### Problem to work on
Everything from the first line of the records below through the line containing "Summarize the content" is to be retyped exactly; leave out the rest.

⁂

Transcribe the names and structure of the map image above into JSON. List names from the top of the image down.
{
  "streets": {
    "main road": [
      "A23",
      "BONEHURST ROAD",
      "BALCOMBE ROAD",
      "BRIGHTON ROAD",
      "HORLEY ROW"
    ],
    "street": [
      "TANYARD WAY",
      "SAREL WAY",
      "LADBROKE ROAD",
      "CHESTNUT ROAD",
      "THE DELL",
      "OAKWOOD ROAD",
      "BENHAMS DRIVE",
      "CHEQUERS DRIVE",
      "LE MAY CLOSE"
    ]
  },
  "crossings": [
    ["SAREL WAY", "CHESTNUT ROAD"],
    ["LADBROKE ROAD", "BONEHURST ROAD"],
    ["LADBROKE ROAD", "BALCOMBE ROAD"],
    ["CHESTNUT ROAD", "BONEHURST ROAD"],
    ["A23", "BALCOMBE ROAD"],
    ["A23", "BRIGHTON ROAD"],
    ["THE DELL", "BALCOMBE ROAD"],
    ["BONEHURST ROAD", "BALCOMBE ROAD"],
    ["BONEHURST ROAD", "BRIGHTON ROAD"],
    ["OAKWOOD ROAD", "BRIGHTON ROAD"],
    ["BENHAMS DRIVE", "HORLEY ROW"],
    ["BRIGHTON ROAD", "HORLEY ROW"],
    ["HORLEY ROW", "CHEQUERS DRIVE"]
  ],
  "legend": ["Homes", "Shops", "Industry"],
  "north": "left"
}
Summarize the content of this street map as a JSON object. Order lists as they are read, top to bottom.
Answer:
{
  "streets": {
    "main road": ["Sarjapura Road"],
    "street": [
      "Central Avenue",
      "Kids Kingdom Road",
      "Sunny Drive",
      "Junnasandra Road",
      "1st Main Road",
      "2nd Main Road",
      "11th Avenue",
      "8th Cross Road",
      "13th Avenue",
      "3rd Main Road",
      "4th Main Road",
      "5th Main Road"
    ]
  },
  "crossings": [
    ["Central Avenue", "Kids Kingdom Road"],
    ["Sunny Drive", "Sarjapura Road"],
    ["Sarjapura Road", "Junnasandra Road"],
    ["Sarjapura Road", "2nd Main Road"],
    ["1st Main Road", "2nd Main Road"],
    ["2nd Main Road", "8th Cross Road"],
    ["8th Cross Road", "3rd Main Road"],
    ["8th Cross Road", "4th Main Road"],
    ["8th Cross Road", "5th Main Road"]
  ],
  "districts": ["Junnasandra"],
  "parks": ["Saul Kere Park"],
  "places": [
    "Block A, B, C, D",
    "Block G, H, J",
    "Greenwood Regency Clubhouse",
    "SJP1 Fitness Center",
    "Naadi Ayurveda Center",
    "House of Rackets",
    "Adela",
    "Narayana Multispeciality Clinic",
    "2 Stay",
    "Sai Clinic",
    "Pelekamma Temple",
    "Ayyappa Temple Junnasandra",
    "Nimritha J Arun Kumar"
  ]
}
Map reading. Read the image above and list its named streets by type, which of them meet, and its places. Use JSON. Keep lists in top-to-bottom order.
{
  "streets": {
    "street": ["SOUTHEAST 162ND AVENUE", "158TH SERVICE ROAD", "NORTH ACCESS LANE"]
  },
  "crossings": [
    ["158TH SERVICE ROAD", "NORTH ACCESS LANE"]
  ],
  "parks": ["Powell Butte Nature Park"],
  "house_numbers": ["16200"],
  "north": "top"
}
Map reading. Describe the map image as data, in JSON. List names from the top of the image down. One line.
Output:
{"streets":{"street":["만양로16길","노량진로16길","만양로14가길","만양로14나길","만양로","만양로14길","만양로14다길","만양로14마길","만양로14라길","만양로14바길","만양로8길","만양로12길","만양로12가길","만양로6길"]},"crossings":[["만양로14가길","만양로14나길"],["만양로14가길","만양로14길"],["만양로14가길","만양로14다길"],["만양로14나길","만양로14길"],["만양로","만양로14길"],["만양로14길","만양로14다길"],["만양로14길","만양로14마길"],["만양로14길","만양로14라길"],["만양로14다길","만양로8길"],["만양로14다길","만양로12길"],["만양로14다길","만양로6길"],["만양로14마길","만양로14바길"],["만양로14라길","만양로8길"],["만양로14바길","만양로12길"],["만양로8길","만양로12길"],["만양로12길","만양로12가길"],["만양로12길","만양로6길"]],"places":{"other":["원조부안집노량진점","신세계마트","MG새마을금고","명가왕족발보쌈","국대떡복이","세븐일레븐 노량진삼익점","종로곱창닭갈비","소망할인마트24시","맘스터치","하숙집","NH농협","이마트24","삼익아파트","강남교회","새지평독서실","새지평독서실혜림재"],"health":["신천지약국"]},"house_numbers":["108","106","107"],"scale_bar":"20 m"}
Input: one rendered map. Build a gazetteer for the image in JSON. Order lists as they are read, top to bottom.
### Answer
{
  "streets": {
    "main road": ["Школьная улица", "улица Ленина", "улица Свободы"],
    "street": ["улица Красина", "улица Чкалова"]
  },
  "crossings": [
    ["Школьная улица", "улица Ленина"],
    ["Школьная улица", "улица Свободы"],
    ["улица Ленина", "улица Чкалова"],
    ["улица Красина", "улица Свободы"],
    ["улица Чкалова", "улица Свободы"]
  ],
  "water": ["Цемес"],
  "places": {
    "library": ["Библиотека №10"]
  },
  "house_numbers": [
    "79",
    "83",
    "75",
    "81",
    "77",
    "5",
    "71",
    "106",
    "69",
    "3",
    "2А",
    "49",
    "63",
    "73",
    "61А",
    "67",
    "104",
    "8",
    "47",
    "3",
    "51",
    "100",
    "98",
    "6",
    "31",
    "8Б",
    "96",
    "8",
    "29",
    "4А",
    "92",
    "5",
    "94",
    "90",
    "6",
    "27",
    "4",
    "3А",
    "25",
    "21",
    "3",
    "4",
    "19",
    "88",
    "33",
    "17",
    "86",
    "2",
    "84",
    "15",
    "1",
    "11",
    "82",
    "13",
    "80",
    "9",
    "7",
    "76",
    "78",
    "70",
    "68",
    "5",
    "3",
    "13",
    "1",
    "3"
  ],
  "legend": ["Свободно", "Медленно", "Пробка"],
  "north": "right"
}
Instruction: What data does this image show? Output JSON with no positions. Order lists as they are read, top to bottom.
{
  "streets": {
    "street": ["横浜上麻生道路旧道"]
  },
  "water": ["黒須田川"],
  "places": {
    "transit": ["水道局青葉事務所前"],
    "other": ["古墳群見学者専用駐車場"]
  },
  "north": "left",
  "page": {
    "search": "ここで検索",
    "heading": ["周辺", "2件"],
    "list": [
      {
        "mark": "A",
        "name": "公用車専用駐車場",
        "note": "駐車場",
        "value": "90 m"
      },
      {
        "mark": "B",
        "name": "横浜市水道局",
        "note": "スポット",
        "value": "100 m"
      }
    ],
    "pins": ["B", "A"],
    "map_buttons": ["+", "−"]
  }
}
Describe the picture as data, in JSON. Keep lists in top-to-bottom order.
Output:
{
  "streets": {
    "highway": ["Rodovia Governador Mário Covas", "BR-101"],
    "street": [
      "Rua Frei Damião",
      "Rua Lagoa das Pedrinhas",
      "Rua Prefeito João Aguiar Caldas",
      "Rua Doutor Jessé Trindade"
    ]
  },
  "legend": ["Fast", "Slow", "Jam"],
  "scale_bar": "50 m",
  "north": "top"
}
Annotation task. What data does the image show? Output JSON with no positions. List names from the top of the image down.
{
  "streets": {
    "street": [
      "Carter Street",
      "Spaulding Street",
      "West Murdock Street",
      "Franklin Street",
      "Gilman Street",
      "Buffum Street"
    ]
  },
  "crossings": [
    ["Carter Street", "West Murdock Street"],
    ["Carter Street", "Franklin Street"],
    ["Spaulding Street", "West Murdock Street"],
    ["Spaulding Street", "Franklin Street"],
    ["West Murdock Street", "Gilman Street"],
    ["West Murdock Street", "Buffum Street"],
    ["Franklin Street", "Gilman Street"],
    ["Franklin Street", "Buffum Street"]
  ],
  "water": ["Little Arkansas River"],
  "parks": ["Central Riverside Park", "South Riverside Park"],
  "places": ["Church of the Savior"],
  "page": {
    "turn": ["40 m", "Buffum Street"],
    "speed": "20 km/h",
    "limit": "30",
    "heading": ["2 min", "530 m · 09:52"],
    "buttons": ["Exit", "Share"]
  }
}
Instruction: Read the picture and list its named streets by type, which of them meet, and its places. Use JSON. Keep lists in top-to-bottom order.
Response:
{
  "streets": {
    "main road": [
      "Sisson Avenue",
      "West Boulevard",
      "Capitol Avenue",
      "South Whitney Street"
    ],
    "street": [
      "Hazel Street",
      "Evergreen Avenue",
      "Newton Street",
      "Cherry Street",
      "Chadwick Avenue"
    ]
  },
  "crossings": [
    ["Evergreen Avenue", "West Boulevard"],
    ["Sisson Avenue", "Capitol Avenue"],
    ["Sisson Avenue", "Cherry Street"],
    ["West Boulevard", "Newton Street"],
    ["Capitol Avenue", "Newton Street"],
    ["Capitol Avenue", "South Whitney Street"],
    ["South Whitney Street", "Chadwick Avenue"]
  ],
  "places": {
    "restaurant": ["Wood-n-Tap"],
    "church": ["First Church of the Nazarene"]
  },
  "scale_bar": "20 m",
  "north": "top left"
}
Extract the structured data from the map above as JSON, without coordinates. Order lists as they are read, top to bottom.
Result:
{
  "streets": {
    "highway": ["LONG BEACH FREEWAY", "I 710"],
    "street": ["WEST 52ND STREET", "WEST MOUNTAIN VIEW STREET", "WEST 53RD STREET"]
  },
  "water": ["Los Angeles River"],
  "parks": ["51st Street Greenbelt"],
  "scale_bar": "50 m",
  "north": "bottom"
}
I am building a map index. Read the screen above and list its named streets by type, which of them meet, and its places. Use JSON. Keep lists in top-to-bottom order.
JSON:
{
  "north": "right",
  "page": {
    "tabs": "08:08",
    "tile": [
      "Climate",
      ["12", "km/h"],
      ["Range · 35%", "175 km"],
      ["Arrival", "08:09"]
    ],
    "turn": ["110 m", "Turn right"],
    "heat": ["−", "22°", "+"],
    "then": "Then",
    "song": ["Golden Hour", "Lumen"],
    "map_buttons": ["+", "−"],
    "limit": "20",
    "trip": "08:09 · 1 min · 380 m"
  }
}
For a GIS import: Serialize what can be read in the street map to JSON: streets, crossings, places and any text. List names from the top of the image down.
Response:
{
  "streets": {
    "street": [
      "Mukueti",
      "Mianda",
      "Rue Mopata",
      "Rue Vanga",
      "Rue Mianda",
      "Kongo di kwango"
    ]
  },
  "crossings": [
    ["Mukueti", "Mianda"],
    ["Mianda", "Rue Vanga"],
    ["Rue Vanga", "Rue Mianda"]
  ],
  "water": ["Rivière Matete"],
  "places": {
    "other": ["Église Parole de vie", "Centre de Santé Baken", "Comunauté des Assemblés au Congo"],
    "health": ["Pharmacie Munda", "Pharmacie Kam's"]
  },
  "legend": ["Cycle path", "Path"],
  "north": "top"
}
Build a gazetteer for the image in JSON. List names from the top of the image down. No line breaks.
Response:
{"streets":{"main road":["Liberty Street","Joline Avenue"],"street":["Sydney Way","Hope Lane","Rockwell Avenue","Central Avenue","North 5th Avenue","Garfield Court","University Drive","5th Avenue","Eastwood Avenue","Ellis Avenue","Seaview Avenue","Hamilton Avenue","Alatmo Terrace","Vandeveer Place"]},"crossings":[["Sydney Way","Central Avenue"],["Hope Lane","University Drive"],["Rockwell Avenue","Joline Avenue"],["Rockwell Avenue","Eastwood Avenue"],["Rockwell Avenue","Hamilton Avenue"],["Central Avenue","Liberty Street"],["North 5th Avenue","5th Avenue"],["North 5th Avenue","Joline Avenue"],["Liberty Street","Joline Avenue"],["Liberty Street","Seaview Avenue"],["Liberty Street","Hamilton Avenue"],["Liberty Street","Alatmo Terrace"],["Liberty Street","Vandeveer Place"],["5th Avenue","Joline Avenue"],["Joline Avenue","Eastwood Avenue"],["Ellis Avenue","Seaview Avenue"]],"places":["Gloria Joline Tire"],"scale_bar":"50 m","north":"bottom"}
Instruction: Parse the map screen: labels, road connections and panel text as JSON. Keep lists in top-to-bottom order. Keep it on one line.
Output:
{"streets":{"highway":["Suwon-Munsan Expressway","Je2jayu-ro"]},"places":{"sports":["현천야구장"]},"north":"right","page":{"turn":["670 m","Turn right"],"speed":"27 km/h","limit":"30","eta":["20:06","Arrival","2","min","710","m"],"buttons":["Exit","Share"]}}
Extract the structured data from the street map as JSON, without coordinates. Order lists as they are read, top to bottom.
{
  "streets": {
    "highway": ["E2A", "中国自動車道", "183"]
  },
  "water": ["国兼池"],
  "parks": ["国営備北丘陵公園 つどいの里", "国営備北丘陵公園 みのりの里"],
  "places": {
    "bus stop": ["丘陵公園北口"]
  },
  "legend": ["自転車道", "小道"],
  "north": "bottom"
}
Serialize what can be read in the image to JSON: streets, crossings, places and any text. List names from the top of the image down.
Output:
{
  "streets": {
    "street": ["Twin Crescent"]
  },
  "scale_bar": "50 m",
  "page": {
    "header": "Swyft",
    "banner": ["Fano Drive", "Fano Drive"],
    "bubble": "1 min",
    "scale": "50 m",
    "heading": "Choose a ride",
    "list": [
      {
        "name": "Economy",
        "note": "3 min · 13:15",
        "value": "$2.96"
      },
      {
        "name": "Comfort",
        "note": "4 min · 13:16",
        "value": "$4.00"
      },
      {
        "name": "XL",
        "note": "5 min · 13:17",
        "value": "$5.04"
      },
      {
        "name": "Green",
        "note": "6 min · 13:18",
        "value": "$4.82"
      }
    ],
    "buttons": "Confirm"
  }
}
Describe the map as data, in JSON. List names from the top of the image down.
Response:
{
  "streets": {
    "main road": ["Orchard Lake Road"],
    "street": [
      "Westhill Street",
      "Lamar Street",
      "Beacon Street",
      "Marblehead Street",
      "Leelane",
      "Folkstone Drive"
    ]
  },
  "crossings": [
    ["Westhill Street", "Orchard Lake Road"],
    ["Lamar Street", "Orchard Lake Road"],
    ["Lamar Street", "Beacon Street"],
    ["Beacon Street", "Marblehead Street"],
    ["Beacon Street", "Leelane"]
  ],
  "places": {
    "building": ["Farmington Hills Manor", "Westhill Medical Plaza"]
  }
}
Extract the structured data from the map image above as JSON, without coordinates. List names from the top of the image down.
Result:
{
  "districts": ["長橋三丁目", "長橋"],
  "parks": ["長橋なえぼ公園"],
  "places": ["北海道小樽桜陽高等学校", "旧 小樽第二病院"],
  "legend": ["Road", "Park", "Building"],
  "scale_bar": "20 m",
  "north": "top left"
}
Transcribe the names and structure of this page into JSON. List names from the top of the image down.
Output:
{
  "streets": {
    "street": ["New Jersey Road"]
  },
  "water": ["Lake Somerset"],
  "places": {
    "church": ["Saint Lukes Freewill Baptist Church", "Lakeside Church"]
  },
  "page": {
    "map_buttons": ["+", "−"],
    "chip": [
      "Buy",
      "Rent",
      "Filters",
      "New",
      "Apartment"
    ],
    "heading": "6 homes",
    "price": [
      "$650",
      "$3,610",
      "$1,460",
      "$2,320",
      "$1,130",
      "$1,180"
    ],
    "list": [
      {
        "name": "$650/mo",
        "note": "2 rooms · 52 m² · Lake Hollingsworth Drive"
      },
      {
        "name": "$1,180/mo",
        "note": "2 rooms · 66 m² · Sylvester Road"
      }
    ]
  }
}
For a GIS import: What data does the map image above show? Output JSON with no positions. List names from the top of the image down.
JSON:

⁂

### Output for this task
Transcribe the names and structure of the map image above into JSON. List names from the top of the image down.
{
  "streets": {
    "main road": [
      "A23",
      "BONEHURST ROAD",
      "BALCOMBE ROAD",
      "BRIGHTON ROAD",
      "HORLEY ROW"
    ],
    "street": [
      "TANYARD WAY",
      "SAREL WAY",
      "LADBROKE ROAD",
      "CHESTNUT ROAD",
      "THE DELL",
      "OAKWOOD ROAD",
      "BENHAMS DRIVE",
      "CHEQUERS DRIVE",
      "LE MAY CLOSE"
    ]
  },
  "crossings": [
    ["SAREL WAY", "CHESTNUT ROAD"],
    ["LADBROKE ROAD", "BONEHURST ROAD"],
    ["LADBROKE ROAD", "BALCOMBE ROAD"],
    ["CHESTNUT ROAD", "BONEHURST ROAD"],
    ["A23", "BALCOMBE ROAD"],
    ["A23", "BRIGHTON ROAD"],
    ["THE DELL", "BALCOMBE ROAD"],
    ["BONEHURST ROAD", "BALCOMBE ROAD"],
    ["BONEHURST ROAD", "BRIGHTON ROAD"],
    ["OAKWOOD ROAD", "BRIGHTON ROAD"],
    ["BENHAMS DRIVE", "HORLEY ROW"],
    ["BRIGHTON ROAD", "HORLEY ROW"],
    ["HORLEY ROW", "CHEQUERS DRIVE"]
  ],
  "legend": ["Homes", "Shops", "Industry"],
  "north": "left"
}
Summarize the content of this street map as a JSON object. Order lists as they are read, top to bottom.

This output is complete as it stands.